Lee Kyu-sup (born November 13, 1977) is a South Korean basketball coach and retired player. He spent his entire playing career with the Korean Basketball League team Seoul Samsung Thunders and played for the South Korean national team at the 2009 FIBA Asia Championship.

==Career==
===Early years===
Lee caught the attention of scouts when he led Daekyeong Commercial High School to the regional high school basketball championships, the first time Daekyeong has ever won a basketball championship. He played for Korea University.

===Professional===
Lee was the first overall pick of the 2000 KBL draft and was picked by Suwon Samsung Thunders, which moved to Seoul and became Seoul Samsung Thunders a year later. He won the KBL Rookie of the Year Award in his first season as a professional. During the team's successful run to the 2005-06 championship, he was a core member of a formidable squad that included Kang Hyuk, Lee Jung-suk and Seo Jang-hoon. Due to his and Seo's height, the team's quick and physical offensive style was nicknamed "high altitude basketball" by the press.
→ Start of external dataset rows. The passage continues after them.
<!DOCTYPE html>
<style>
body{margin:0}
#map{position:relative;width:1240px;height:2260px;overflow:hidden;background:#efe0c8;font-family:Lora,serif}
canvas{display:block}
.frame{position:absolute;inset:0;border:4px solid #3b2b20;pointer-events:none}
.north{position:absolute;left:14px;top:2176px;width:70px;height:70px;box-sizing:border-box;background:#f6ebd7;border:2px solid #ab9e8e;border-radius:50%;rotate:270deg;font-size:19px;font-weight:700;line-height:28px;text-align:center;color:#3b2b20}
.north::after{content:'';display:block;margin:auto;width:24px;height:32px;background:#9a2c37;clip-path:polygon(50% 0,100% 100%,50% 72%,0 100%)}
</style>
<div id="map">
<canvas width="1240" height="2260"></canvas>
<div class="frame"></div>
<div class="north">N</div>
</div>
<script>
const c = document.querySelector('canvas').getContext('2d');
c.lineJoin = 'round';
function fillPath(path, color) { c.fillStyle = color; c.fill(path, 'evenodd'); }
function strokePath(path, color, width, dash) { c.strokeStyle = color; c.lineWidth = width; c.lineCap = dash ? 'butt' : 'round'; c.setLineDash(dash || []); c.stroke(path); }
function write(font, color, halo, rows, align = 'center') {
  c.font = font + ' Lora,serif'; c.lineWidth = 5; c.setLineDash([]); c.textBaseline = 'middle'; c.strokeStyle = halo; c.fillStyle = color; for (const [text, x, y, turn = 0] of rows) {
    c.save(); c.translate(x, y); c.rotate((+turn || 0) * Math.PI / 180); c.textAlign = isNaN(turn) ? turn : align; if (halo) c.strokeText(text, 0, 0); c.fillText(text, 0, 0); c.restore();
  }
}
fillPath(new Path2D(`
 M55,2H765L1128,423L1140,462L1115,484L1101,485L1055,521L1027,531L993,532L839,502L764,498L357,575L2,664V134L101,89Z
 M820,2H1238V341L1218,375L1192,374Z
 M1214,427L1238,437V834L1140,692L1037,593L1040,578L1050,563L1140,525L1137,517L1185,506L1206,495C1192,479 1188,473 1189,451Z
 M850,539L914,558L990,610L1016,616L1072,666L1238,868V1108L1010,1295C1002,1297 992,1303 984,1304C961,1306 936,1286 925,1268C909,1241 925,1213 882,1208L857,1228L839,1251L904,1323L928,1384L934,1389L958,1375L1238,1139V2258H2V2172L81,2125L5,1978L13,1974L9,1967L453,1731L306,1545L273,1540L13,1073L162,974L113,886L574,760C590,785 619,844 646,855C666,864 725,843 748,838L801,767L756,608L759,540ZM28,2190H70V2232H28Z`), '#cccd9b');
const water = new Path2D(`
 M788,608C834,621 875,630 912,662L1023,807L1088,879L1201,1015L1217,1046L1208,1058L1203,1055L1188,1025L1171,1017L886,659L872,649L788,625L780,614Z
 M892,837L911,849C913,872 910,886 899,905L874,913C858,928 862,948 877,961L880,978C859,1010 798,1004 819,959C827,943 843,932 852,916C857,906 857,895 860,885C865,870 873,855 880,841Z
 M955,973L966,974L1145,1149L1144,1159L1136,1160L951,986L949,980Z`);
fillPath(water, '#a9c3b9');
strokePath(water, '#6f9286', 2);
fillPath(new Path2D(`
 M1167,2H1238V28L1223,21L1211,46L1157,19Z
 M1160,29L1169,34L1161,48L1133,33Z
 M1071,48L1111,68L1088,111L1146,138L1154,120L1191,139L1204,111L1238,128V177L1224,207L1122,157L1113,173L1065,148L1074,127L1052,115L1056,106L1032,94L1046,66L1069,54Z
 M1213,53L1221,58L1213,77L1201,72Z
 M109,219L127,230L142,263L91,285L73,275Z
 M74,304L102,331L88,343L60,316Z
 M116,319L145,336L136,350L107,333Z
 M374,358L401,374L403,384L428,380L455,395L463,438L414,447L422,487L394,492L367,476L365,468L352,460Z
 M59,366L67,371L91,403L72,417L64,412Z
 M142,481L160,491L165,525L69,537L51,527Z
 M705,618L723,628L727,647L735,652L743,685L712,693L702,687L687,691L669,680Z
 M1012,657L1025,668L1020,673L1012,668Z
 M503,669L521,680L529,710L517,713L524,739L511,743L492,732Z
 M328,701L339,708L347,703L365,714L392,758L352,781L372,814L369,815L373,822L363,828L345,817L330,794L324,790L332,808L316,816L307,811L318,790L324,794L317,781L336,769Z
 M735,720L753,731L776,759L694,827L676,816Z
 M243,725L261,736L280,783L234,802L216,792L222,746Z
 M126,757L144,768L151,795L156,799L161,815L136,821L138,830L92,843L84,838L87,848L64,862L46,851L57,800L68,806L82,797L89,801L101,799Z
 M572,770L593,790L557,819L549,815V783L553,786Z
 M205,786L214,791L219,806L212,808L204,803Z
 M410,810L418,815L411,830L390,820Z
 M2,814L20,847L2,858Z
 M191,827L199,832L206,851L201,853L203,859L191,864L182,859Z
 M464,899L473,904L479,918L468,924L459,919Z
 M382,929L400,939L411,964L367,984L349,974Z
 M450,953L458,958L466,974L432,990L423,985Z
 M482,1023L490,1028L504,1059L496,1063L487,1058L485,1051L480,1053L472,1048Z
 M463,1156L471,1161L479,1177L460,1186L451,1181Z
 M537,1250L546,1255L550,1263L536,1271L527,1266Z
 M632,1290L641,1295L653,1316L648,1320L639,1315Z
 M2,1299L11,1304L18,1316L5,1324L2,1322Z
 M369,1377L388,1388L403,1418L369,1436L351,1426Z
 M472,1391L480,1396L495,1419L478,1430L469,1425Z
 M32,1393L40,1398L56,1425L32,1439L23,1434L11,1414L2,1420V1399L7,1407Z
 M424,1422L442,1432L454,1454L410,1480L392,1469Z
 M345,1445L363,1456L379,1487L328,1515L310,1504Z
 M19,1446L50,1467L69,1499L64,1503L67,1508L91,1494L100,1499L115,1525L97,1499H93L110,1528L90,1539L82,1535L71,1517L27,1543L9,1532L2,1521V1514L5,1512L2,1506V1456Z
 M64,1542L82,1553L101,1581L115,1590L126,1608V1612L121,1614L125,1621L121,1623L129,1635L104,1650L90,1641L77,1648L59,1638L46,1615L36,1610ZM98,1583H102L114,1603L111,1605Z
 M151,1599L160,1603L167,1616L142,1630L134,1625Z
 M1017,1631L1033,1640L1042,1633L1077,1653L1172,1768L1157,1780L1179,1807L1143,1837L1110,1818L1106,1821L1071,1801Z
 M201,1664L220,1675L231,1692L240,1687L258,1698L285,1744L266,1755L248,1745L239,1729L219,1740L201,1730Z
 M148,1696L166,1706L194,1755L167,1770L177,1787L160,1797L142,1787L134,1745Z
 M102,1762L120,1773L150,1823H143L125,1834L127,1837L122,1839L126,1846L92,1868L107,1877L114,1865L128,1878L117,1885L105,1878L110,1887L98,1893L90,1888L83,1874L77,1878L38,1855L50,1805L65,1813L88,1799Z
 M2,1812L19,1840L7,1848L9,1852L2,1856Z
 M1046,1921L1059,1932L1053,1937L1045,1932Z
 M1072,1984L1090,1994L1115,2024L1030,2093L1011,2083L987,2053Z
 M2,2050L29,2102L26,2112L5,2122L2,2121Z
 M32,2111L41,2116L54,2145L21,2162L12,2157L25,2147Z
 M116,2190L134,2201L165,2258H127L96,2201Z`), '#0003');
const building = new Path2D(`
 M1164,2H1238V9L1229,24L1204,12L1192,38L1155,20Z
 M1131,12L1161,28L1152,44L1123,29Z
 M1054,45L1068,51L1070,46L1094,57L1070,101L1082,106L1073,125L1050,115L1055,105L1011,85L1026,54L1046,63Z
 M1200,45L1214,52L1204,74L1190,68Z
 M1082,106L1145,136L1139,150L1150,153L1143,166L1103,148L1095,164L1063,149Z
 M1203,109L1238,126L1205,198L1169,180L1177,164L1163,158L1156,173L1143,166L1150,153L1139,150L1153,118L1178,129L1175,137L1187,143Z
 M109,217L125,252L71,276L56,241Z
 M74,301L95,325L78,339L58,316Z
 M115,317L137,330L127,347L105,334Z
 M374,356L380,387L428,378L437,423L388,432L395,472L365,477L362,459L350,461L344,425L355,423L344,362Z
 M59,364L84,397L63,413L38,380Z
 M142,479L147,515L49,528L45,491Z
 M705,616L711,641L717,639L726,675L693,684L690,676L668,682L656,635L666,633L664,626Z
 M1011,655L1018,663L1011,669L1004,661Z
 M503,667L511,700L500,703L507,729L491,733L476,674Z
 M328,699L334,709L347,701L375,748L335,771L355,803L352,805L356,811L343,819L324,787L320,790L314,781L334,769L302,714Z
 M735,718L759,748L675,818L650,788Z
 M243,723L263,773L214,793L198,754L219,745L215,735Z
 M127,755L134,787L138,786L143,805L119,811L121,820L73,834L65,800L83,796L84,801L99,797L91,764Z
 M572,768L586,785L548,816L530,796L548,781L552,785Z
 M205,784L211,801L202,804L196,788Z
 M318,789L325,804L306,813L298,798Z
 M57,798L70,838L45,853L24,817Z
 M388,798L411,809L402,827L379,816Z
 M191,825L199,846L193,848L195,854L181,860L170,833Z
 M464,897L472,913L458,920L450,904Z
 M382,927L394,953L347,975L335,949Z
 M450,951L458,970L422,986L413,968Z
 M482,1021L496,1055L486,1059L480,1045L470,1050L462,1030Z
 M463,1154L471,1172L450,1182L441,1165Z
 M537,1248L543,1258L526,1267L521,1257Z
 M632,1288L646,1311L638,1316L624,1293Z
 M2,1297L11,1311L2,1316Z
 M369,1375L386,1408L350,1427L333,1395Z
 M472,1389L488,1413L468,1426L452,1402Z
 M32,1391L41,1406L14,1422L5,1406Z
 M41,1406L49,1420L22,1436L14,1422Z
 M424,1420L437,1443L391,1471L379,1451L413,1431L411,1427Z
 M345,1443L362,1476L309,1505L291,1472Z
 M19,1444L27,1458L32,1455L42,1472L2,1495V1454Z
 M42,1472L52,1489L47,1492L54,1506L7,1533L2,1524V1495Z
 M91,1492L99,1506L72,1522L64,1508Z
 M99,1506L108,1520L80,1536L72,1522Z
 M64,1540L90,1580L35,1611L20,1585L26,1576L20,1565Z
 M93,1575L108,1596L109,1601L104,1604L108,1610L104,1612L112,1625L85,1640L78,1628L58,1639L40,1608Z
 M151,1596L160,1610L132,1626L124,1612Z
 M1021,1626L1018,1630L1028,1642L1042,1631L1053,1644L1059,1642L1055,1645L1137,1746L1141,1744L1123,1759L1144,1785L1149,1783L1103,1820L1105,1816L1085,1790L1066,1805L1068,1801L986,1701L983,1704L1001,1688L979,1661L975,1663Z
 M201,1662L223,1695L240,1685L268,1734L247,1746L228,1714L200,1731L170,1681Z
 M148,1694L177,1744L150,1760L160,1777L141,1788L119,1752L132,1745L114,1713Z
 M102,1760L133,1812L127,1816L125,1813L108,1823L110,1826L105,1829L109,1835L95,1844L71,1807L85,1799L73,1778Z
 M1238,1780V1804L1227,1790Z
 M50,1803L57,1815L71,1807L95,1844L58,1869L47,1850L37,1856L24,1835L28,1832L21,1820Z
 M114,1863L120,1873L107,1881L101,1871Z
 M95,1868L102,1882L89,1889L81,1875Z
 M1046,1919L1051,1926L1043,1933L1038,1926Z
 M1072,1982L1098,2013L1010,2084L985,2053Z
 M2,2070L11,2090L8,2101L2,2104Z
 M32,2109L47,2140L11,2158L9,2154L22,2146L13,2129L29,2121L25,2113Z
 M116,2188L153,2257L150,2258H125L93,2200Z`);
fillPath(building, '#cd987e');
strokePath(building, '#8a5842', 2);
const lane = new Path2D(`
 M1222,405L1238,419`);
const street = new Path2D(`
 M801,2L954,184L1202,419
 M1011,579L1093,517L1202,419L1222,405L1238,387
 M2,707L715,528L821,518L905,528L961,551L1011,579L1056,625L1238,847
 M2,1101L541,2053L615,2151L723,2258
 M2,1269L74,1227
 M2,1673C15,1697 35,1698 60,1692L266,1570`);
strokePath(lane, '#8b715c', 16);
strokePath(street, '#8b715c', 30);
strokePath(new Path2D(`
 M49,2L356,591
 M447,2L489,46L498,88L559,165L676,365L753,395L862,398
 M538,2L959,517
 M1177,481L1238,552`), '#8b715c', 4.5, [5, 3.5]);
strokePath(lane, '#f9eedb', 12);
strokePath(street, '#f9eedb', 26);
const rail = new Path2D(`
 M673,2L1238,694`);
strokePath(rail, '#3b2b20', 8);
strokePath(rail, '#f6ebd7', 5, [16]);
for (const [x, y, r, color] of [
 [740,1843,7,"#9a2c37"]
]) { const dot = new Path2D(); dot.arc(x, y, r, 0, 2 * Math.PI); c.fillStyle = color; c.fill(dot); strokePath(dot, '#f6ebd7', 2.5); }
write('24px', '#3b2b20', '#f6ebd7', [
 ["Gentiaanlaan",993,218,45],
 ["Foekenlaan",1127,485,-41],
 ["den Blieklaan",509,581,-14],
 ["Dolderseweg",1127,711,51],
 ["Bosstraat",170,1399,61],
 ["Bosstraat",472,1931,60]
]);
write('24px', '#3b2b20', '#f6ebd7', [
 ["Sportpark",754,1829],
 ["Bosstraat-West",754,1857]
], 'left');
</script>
He retired at the end of the 2012-13 season.

===Coaching===
After his retirement, Lee decided to go into coaching and was sent to the United States for training. He spent a year at the Golden State Warrior's G League affiliate Santa Cruz Warriors He returned to Seoul Samsung Thunder where he worked under head coach Lee Sang-min, his former national teammate.

He took over as acting head coach after Lee Sang-min resigned in January 2022, in the middle of the season.

==National team==
Previously, he competed for the Korean junior national team at the 1995 World Championship for Junior Men and 1997 U-22 World Championship. At the FIBA Asia Championship, Lee helped the Koreans to a seventh-place finish while averaging 5.5 points per game, including a game-high 28 in Korea's 122-54 preliminary round win over Sri Lanka. Despite his efforts, Korea failed to qualify for the semifinals of the tournament for the first time in their 25 tournament appearances.

==Personal life==
Lee married flight attendant Park Gye-ri in 2006. They have two sons.

His older brother Lee Heung-seop is also a former basketball player but went into sports management after a brief playing career. He is the general secretary of KBL team Wonju DB Promy.